WHAT THE TASK ASKS:
Search the records for "names". Copy every line where it appears.

====================

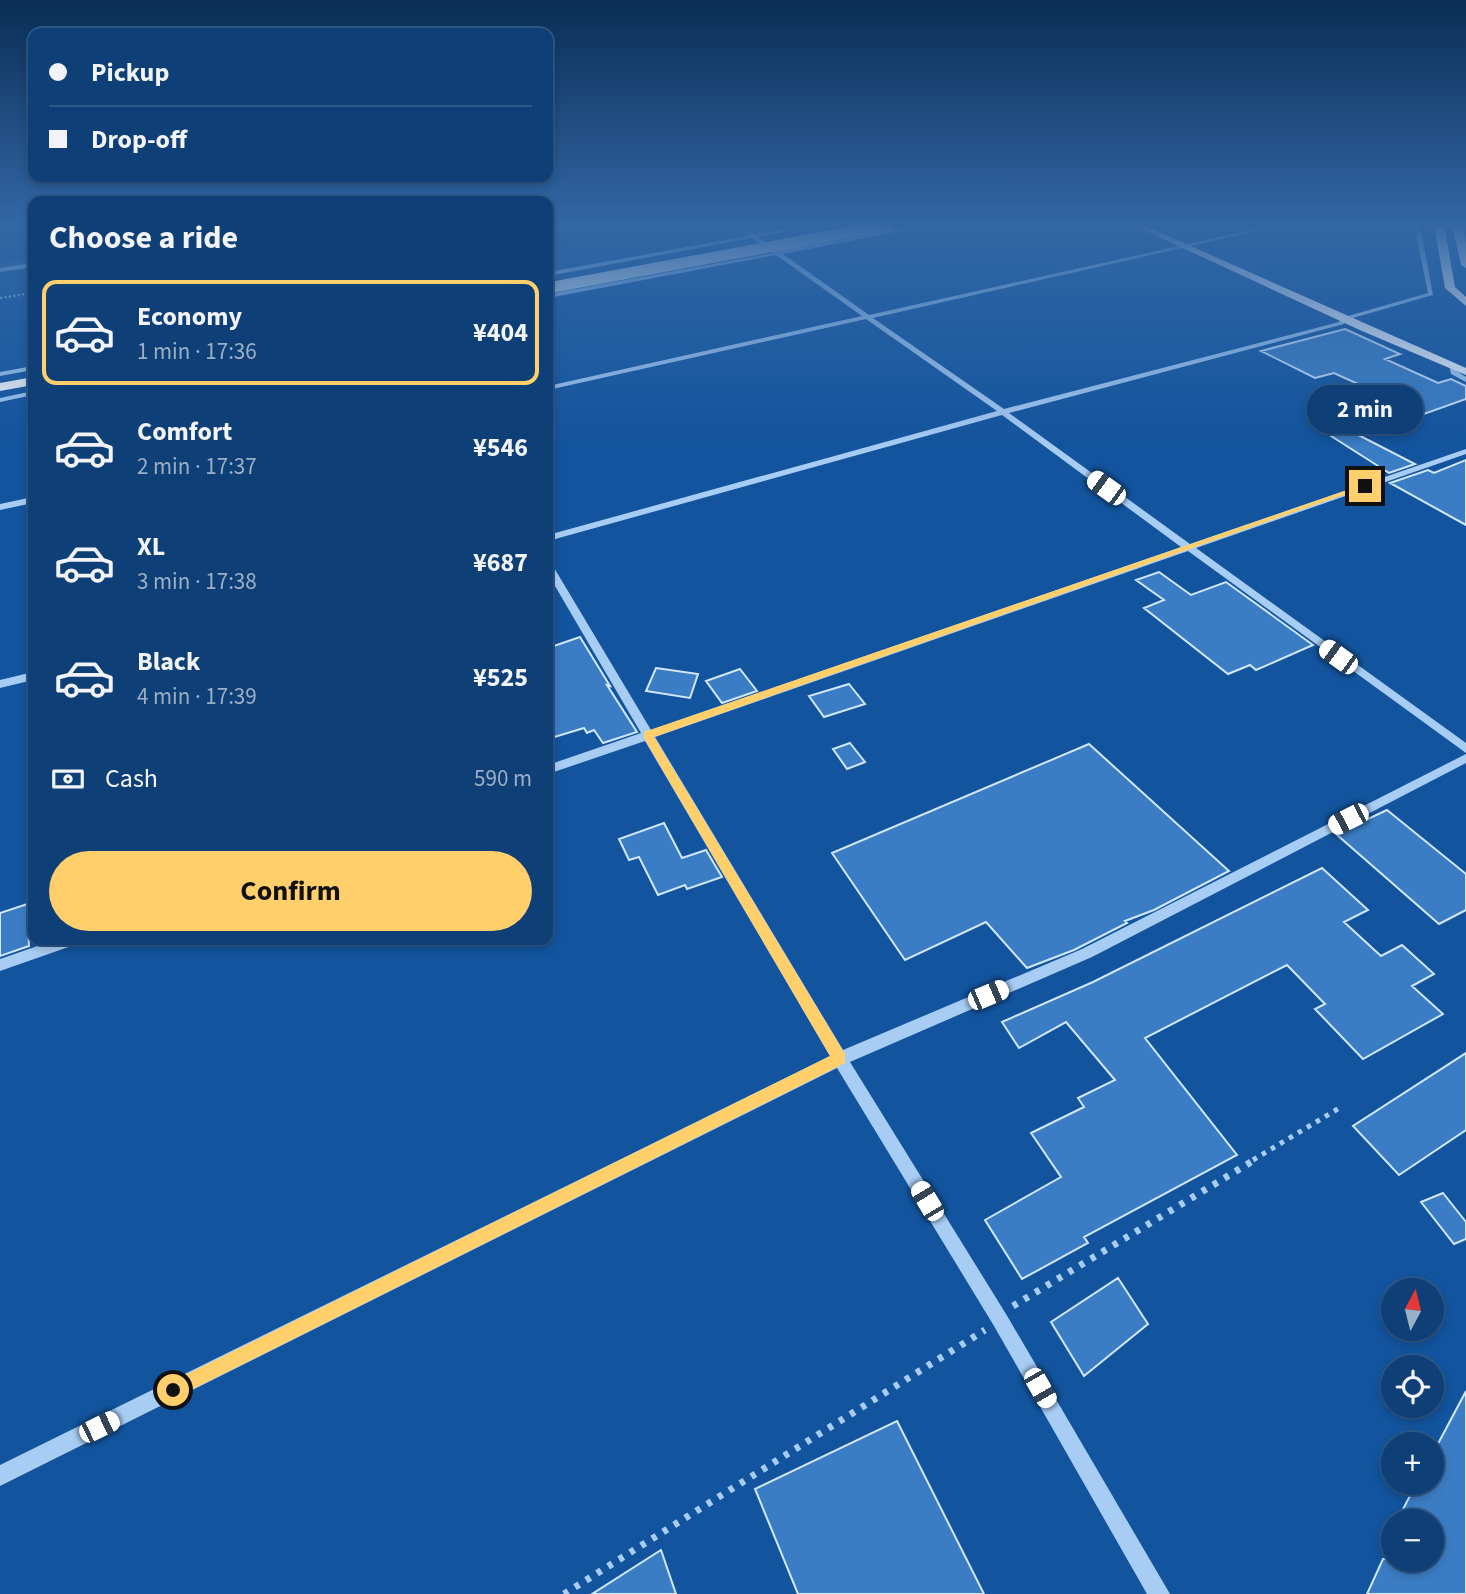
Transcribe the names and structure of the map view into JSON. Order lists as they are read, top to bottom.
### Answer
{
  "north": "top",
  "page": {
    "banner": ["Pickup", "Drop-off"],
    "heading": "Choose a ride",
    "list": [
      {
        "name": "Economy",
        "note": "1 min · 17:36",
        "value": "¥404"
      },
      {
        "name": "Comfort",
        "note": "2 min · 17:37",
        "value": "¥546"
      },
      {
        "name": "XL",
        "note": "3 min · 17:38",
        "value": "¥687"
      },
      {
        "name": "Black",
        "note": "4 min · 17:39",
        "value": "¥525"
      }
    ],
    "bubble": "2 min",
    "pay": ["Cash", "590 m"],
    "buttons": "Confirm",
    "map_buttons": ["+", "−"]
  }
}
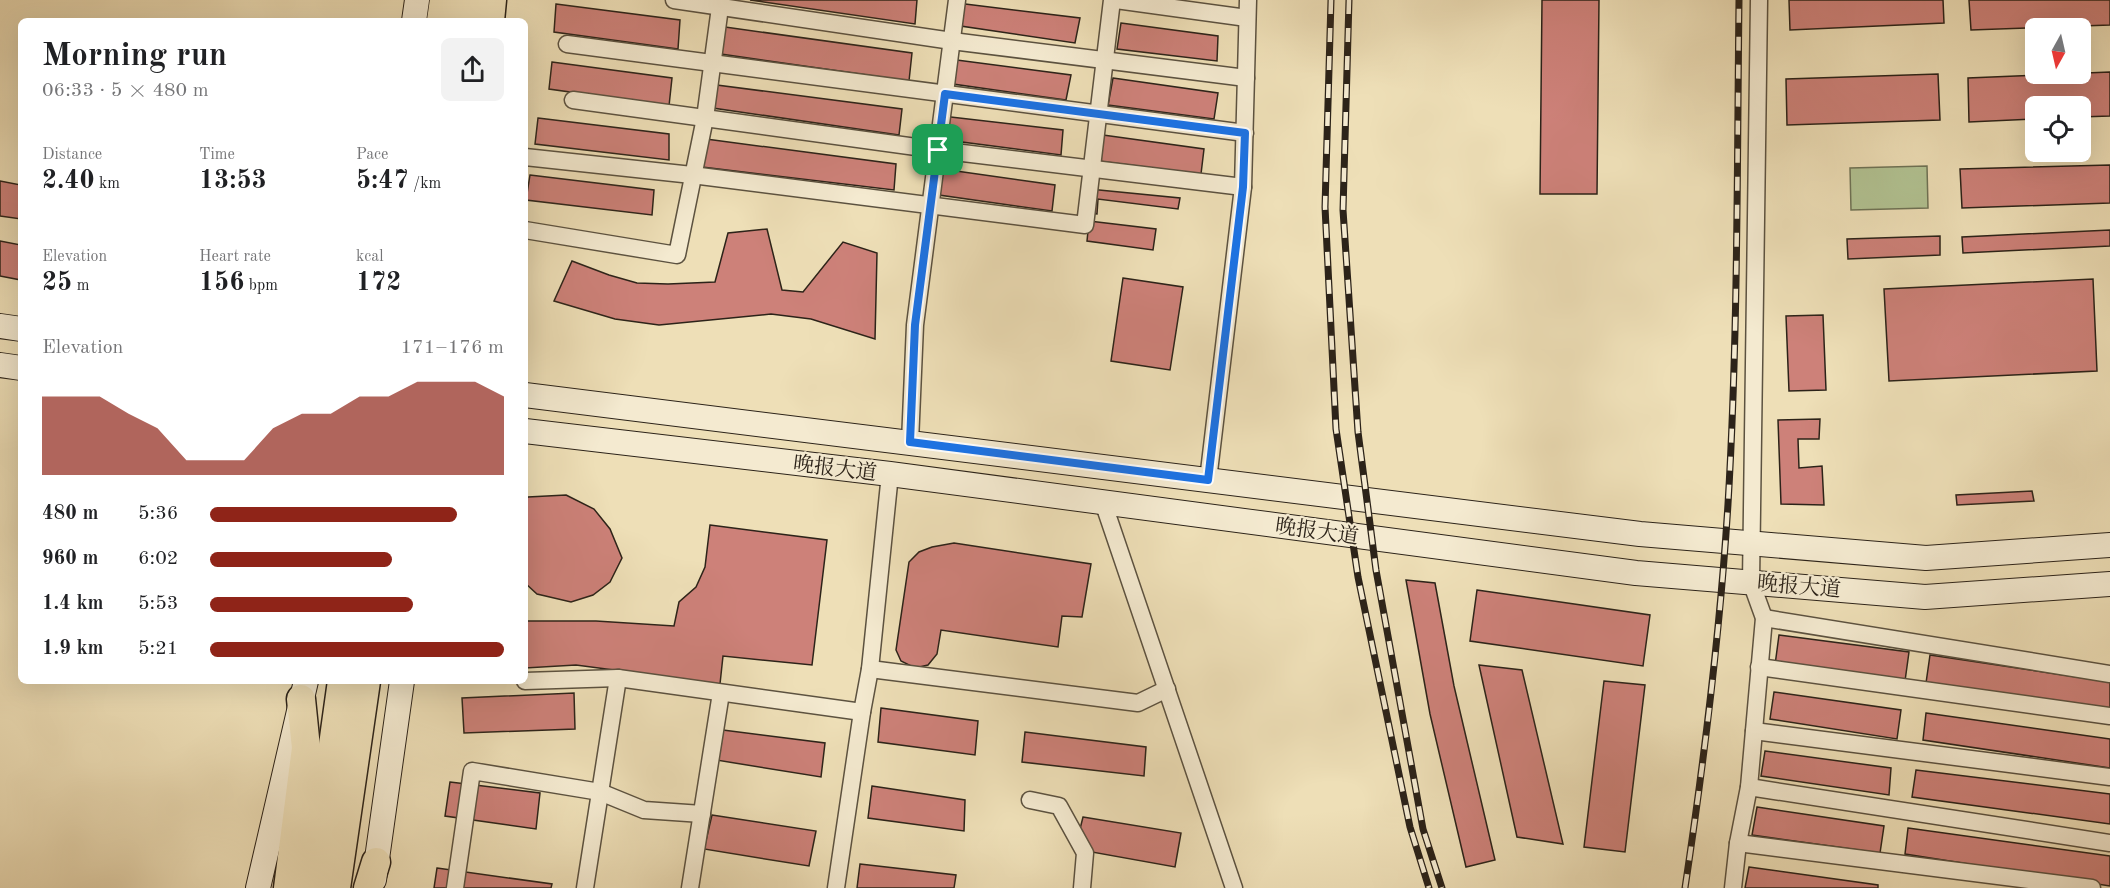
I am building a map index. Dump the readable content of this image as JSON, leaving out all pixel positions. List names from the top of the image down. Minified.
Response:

====================

RESULT OF THIS EXERCISE:
Transcribe the names and structure of the map view into JSON. Order lists as they are read, top to bottom.
I am building a map index. Dump the readable content of this image as JSON, leaving out all pixel positions. List names from the top of the image down. Minified.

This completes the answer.